Proposition. Suppose $R$ and $S$ are transitive relations on $A$. Prove that if $S \circ R \subseteq R \circ S$ then $R \circ S$ is transitive.

My attempt:

Suppose $S \circ R \subseteq R \circ S$.

Suppose $(x,y) \in R \circ S$ and $(y,z) \in R \circ S$

Then there exists $a$ such that $(x,a) \in S$ and $(a,y) \in R$

And there exists $b$ such that $(y,b) \in S$ and $(b,z) \in R$

Since $(a,y) \in R$ and $(y,b) \in S$, we conclude that $(a,b) \in S \circ R$. Since $S \circ R \subseteq R \circ S$, we have $(a,b) \in R \circ S$

Since $(a,b) \in R \circ S$, there exists some $c$ such that $(a,c) \in S$ and $(c,b) \in R$.

We know that $S$ is transitive. Since $(x,a) \in S$ and $(a,c) \in S$, we conclude that $(x,c) \in S.$

We know that $R$ is transitive. Since $(c,b) \in R$ and $(b,z) \in R$, we conclude that $(c,z) \in R.$

Since $(x,c) \in S$ and $(c,z) \in R$, we conclude that $(x,z) \in R \circ S$.
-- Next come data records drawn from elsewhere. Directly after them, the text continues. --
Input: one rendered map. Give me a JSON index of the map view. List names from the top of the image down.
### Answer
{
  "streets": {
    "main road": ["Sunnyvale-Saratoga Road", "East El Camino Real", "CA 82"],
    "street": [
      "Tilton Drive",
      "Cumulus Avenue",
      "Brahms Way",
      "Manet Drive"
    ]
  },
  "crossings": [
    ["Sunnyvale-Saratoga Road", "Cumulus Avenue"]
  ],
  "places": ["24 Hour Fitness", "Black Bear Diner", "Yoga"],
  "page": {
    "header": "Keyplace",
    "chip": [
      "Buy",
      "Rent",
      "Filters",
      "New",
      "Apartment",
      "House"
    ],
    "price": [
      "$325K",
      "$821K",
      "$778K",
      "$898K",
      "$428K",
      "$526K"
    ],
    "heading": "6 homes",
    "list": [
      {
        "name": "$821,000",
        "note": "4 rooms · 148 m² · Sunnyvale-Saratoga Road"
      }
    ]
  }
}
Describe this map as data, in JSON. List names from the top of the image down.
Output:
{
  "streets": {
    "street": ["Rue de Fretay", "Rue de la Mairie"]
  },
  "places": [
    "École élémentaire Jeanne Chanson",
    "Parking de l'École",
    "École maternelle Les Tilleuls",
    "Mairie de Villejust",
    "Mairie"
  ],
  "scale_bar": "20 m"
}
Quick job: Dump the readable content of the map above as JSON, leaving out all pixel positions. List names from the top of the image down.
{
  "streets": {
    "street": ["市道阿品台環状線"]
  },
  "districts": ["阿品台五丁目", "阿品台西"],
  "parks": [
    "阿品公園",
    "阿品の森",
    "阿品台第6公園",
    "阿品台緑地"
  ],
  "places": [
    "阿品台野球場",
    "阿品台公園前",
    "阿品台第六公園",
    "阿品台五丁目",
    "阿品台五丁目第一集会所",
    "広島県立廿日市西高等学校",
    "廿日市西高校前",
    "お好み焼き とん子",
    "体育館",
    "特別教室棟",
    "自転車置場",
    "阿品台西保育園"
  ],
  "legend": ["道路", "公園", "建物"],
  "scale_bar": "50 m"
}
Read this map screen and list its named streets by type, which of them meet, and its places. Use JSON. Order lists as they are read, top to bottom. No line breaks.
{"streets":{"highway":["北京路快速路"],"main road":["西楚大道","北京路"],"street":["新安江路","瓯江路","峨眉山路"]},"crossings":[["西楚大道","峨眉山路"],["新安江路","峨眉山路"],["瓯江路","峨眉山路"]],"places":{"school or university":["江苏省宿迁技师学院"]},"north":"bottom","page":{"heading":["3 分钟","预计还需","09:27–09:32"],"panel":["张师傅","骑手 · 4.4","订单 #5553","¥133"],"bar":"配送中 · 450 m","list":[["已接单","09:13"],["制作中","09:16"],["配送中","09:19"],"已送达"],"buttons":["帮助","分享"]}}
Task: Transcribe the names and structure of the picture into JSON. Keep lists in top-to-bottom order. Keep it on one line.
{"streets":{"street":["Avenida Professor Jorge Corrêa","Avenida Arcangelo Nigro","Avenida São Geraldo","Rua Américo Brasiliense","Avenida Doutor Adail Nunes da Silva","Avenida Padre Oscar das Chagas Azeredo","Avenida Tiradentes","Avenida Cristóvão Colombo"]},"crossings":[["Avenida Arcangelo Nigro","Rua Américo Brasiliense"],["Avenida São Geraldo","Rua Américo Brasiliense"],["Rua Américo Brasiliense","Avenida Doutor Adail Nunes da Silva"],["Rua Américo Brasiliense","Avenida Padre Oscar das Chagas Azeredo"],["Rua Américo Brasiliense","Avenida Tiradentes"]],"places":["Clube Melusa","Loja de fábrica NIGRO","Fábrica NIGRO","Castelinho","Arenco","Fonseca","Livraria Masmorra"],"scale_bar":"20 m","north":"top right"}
Arbitrary elements were considered, hence $R \circ S$ is transitive. $\Box$

Is it correct?

Answer 1

The proof is quite correct. Note that it basically writes itself : It's clear what the goals are and there is only one way to use the given inclusion of relations. Well done.